> Exercise: Nothing but a number should be written: the count of lines below that contain "column".
--- START ---
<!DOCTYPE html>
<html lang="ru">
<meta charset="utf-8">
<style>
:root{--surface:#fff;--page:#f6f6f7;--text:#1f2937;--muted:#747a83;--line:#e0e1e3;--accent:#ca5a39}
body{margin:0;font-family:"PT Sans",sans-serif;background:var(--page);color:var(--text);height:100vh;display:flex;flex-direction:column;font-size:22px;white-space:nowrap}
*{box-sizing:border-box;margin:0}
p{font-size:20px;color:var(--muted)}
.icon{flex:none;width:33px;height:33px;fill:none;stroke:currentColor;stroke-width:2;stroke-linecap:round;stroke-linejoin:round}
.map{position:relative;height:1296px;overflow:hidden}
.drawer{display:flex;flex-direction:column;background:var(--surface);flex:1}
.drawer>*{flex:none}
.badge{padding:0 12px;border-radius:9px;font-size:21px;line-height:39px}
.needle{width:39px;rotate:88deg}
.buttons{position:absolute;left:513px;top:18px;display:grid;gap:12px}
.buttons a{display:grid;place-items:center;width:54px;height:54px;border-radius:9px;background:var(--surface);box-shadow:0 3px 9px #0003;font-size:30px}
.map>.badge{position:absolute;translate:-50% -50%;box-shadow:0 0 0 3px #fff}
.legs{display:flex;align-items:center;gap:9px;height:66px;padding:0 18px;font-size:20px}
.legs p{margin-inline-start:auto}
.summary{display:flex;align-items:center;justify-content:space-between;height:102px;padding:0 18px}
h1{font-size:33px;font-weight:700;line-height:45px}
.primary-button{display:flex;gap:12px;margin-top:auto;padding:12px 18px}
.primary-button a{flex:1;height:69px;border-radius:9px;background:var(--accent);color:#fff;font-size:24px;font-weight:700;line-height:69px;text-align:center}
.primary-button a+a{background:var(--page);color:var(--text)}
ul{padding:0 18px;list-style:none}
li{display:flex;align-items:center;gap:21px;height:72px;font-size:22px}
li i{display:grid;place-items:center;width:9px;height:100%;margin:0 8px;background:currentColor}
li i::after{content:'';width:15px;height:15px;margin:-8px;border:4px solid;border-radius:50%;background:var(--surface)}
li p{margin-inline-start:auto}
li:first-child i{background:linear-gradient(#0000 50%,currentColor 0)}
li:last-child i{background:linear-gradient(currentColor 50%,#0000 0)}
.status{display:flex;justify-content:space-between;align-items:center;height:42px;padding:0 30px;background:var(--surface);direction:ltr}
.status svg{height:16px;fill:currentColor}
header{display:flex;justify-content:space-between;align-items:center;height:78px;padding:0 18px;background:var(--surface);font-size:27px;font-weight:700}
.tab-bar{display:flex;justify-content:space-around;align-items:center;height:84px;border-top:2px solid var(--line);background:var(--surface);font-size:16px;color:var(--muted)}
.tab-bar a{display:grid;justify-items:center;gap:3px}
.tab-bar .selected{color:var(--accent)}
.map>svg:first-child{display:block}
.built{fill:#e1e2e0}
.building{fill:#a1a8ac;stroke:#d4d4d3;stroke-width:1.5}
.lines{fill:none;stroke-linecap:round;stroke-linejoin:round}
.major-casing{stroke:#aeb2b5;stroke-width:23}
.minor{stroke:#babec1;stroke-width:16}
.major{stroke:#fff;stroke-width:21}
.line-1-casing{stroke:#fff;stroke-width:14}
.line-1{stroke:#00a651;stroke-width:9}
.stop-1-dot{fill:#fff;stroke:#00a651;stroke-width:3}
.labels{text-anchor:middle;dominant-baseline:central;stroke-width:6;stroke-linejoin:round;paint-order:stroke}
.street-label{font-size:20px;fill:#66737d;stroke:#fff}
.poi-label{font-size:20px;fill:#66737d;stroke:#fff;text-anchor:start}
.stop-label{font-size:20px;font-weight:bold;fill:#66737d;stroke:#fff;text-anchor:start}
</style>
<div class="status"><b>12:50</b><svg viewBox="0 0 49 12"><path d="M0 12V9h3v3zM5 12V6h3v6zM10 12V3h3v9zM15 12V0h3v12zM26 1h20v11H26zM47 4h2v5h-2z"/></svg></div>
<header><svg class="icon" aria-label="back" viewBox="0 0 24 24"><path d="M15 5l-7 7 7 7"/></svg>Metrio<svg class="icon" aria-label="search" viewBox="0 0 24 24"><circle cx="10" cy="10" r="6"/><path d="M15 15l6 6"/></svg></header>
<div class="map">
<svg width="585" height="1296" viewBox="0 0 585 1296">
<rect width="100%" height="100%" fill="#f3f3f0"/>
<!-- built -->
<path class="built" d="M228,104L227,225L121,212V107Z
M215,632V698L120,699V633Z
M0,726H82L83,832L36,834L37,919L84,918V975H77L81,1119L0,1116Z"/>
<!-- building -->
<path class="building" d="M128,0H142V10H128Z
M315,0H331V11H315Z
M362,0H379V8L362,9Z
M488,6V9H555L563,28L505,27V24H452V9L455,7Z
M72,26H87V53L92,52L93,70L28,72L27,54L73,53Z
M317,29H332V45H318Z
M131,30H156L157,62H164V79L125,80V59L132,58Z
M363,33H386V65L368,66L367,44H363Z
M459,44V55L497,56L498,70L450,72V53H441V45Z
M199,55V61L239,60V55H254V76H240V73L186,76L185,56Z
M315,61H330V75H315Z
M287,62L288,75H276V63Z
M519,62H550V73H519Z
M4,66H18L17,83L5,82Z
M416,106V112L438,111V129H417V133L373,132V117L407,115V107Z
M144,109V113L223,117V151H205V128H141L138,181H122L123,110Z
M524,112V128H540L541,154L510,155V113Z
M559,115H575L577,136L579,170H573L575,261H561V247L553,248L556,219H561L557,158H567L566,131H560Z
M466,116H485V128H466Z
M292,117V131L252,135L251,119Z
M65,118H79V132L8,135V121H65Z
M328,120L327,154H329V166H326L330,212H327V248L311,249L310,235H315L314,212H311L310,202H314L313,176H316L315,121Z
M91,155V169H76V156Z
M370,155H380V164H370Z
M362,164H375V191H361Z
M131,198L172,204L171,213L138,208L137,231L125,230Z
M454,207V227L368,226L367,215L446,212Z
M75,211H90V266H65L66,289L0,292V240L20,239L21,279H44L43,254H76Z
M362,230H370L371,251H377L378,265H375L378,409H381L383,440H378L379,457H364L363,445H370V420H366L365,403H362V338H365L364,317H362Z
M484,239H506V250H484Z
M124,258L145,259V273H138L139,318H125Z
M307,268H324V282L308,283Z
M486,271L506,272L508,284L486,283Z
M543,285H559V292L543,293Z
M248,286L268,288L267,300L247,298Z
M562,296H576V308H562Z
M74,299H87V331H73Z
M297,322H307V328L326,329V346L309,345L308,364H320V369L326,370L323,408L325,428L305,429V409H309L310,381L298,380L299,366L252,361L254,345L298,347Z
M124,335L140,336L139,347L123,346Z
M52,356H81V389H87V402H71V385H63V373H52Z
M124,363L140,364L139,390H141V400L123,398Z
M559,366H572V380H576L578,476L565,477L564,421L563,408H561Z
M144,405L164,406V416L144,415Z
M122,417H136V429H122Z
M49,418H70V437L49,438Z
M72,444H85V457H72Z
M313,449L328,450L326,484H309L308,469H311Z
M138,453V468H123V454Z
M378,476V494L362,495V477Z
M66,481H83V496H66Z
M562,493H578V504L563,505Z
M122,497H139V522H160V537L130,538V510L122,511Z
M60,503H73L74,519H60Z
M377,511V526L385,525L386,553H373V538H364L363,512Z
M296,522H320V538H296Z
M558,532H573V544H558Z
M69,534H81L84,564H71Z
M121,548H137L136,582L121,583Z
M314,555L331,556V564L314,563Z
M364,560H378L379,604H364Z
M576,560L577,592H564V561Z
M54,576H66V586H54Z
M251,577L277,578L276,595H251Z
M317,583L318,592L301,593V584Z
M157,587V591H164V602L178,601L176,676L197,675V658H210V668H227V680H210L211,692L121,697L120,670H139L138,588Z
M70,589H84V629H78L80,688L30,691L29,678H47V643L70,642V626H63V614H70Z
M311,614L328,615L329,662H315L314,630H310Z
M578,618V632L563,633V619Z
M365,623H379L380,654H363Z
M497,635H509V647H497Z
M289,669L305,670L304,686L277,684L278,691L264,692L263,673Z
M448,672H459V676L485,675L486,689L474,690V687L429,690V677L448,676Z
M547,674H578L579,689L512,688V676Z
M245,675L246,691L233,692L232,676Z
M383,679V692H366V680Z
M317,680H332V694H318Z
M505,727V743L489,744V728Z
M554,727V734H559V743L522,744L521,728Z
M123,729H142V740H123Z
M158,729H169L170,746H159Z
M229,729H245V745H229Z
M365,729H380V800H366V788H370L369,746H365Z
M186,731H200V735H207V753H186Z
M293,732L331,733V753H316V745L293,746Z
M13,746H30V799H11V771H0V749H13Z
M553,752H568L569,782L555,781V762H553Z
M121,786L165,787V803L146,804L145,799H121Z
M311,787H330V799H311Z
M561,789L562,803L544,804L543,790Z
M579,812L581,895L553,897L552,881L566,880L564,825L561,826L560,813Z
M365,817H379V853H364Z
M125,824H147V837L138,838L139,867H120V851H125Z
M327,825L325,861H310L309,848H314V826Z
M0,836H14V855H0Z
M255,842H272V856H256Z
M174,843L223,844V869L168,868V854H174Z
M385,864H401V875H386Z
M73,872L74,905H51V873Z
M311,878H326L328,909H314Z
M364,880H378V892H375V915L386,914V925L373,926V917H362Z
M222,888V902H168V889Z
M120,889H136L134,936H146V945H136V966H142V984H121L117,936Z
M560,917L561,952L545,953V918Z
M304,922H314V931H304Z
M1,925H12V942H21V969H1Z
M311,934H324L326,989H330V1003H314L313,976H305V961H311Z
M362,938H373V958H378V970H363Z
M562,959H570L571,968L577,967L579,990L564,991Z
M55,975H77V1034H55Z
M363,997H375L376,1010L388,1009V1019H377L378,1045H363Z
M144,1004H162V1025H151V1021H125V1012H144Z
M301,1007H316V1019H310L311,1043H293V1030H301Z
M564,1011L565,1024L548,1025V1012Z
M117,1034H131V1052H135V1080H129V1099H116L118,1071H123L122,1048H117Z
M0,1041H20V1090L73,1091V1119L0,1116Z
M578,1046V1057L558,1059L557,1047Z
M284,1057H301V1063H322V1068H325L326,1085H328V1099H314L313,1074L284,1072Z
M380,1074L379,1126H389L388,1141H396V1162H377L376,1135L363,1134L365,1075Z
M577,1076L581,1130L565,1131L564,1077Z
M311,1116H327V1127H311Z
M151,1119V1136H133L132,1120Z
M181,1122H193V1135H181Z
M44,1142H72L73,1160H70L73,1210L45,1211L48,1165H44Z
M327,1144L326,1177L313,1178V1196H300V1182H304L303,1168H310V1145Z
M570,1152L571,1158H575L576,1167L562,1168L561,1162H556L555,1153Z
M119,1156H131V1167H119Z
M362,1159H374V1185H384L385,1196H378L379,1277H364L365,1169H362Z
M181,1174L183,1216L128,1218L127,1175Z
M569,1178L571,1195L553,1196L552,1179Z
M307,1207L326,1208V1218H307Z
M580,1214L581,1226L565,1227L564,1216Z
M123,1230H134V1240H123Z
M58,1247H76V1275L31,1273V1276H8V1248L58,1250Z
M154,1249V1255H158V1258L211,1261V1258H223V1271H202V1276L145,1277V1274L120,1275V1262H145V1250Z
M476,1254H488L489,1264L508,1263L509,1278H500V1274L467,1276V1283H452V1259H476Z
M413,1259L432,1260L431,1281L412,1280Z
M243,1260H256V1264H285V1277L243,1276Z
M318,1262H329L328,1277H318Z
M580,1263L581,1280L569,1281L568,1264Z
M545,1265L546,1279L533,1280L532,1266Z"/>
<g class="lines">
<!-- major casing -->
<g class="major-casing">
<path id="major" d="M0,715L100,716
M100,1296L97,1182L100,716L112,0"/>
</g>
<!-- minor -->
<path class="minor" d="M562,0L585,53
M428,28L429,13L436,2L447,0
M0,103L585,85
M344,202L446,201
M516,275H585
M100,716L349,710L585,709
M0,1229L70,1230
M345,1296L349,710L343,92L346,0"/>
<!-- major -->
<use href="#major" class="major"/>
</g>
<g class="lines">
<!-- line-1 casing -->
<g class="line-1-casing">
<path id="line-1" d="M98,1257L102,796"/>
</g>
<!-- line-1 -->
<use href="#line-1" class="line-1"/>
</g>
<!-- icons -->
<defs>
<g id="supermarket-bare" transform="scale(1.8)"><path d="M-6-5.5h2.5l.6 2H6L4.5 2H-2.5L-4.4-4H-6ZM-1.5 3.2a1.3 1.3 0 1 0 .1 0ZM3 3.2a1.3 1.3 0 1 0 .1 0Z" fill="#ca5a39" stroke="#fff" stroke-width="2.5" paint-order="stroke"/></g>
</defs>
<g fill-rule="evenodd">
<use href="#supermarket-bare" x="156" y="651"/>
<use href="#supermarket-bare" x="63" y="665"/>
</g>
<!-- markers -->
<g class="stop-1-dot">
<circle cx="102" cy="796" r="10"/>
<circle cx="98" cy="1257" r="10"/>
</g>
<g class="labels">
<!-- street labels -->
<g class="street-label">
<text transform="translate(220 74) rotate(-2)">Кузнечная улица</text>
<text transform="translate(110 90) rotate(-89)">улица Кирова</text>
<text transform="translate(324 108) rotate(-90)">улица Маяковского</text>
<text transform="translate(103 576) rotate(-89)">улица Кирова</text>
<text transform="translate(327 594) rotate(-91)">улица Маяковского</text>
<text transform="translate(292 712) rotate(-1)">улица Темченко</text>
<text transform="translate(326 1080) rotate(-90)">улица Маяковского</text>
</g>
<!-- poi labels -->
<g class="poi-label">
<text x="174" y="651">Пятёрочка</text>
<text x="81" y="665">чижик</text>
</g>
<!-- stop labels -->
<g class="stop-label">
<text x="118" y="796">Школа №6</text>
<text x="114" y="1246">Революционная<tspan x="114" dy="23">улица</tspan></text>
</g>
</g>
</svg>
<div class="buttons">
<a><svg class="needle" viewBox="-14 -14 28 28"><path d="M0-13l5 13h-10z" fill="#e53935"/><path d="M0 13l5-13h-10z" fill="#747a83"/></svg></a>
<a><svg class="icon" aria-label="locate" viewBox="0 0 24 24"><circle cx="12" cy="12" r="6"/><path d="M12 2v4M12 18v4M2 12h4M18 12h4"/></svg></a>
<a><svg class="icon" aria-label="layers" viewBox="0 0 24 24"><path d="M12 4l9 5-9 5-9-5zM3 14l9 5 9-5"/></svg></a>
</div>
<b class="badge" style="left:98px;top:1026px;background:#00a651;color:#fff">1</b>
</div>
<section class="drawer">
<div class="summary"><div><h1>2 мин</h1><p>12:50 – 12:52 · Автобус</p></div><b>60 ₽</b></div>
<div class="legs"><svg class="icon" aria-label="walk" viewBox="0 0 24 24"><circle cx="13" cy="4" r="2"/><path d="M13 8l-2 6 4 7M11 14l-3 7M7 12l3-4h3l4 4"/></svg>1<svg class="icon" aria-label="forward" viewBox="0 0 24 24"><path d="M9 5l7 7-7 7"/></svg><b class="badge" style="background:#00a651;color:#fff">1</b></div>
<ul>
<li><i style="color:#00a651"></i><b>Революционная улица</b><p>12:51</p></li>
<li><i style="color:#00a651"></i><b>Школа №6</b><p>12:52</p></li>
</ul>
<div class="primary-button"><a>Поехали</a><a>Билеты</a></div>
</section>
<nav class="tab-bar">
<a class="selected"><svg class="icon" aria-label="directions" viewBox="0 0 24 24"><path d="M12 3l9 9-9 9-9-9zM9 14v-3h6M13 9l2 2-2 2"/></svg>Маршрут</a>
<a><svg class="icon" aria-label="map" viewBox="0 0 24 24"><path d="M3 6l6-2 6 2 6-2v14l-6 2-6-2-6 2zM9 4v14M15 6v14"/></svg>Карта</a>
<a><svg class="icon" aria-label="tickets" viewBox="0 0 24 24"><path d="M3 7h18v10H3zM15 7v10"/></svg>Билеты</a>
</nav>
--- END ---
> Written response: 2